§ **Task prompt**: Tally how many lines of these entries hold the string "lineWidth". Return the number alone.

START Source material

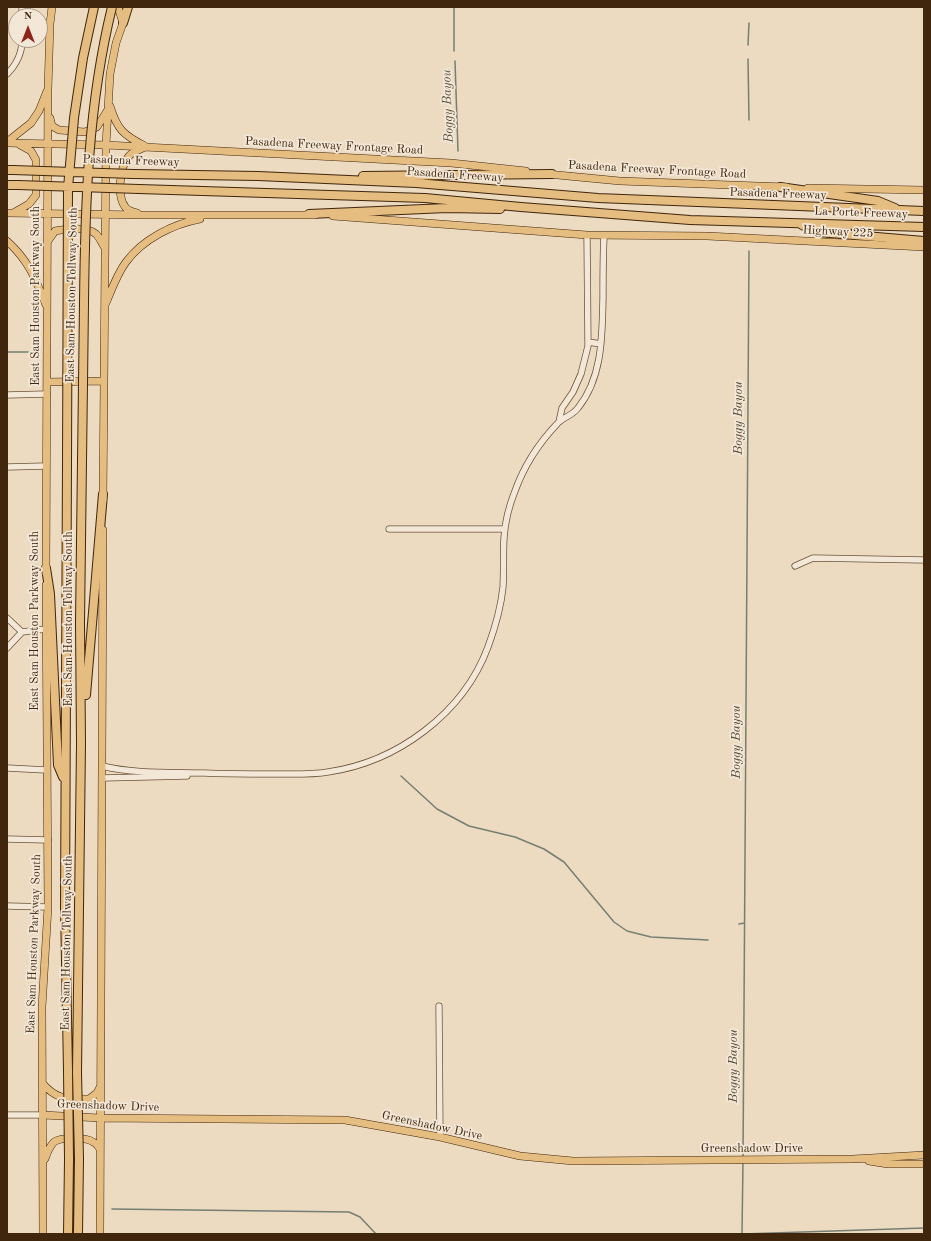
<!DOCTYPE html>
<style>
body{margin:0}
#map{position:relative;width:931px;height:1241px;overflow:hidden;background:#ecdac1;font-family:"Old Standard TT",serif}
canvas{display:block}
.frame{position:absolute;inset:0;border:8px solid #3f260c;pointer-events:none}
.north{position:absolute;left:8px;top:8px;width:40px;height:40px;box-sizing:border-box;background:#f3e7d7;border:1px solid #ab9a86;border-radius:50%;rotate:0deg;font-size:11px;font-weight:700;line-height:16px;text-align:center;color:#3f260c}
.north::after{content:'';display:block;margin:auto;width:14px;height:18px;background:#8f2418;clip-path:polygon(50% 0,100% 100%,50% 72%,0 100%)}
</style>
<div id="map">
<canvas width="931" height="1241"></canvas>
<div class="frame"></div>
<div class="north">N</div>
</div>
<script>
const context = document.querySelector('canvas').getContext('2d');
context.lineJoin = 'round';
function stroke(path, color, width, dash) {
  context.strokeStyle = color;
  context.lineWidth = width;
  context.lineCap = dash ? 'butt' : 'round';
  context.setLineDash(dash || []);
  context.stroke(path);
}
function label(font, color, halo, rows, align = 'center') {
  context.font = font + ' "Old Standard TT",serif';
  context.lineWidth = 3.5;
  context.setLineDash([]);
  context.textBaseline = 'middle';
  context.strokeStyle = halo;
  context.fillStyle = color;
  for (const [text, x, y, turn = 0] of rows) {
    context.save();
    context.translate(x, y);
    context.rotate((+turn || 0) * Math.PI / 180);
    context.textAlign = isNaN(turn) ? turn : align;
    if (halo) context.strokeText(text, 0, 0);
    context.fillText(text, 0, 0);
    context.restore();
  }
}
stroke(new Path2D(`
 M454 7V51
 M748 45 749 23
 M748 59 749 120
 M455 61 458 151
 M7 352H31
 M401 776 437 809 469 826 515 837 544 849 564 862 614 922 627 931 651 937 708 940
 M739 924 744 923
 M743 1158 749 251
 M112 1209 349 1212 360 1217 376 1234
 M742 1233 743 1161
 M742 1234 924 1228`), '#757f73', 1.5);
const minor = new Path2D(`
 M22 16V7
 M7 74C17 64 22 54 22 40
 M588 342 601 344
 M7 395 47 394
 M559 422 562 408 573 392 581 374 588 346 587 235
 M7 467 46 466
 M389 529H505
 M795 566 813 558 924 560
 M7 618 22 632
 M7 648 22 632 46 629
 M102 766C134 774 171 772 204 773 227 774 251 774 274 774 292 774 310 775 328 772 397 762 463 714 488 647 495 628 501 607 503 587 504 571 503 554 504 538 505 522 509 506 515 491 524 466 539 443 557 424 563 417 572 416 578 408 603 377 602 335 603 298 603 277 603 256 604 236
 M7 768 46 770
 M102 778 187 776
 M7 839 48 840
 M7 906 48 907
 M439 1006 440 1137
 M7 1115H43`);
const major = new Path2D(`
 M110 106C117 129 123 135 145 146
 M50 118 52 126 59 130 85 132 97 127 107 111
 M7 142 31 123 39 111 47 91
 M7 143 106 145 451 163 526 171
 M547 174 620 181 786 187
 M808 188 924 190
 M15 212 29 204 36 195V160L31 151 20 145
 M7 213 144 215H315
 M137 213C133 212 129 211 126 208 116 197 120 166 129 156 132 152 138 150 143 148
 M333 216 587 235 707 236 924 247
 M7 241C29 261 35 278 46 305
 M48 241 55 231C66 229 87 226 96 234 100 238 102 244 105 248
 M106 303C112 289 117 274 126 262 143 239 173 224 200 219
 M47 382 104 381
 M103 500 106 145 110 74 116 43 123 23 118 7
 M46 573 48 89 50 24 52 7
 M43 1084C58 1101 68 1098 89 1099L97 1093 100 1087
 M43 1115 100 1118 345 1120 440 1137 520 1156 573 1161 853 1159 924 1155
 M45 1159C47 1153 49 1147 54 1142 60 1137 87 1137 93 1142 96 1143 98 1146 100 1149
 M869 1161 888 1164H924
 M43 1234 42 1007 48 907 46 585
 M100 1234 103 530`);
const highway = new Path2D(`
 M123 23 128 7
 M7 170H13
 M133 174 258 176 416 183 598 198 924 211
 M363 176 552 174
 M7 185H18
 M780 187 878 201 895 208
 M139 189 425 198 521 207 690 220 924 227
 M309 214 447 208 500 209
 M802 225 818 232 924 241
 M67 463 65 908 68 1071
 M46 568 50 594 58 765 63 777
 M86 695 103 494
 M77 1072 81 744 80 623 82 461
 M68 1234 69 1159
 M78 1234 79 1159`);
stroke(minor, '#6a5339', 7);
stroke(major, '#3f260c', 8);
stroke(highway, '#3f260c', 10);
stroke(minor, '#f3e7d7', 5.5);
stroke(major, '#e6bd80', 7);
stroke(highway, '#e6bd80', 8);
const highwayBridge = new Path2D(`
 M13 170 133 174
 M18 185 139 189
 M82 461C83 409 83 357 84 304 85 204 88 105 112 7
 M67 463 68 188 74 118 83 58 94 7
 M68 1071 69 1159
 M77 1072 79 1159`);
stroke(highwayBridge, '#3f260c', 10, []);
stroke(highwayBridge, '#e6bd80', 8);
label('12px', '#3f260c', '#f3e7d7', [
 ["Pasadena Freeway Frontage Road",334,146,3],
 ["Pasadena Freeway",131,161,2],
 ["Pasadena Freeway Frontage Road",657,170,3],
 ["Pasadena Freeway",455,175,4],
 ["Pasadena Freeway",778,194,2],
 ["La Porte Freeway",861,213,2],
 ["Highway 225",838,232,3],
 ["East Sam Houston Tollway South",72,295,-89],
 ["East Sam Houston Parkway South",36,296,-90],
 ["East Sam Houston Tollway South",69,619,-90],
 ["East Sam Houston Parkway South",35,621,-90],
 ["East Sam Houston Tollway South",67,943,-89],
 ["East Sam Houston Parkway South",34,944,-88],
 ["Greenshadow Drive",108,1106,2],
 ["Greenshadow Drive",432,1126,12],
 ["Greenshadow Drive",752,1149]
]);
label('italic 13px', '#564b37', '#f3e7d7', [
 ["Boggy Bayou",448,106,-92],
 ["Boggy Bayou",739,418,-90],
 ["Boggy Bayou",737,742,-90],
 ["Boggy Bayou",734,1066,-90]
]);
</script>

END Source material

§ **Answer space**: 2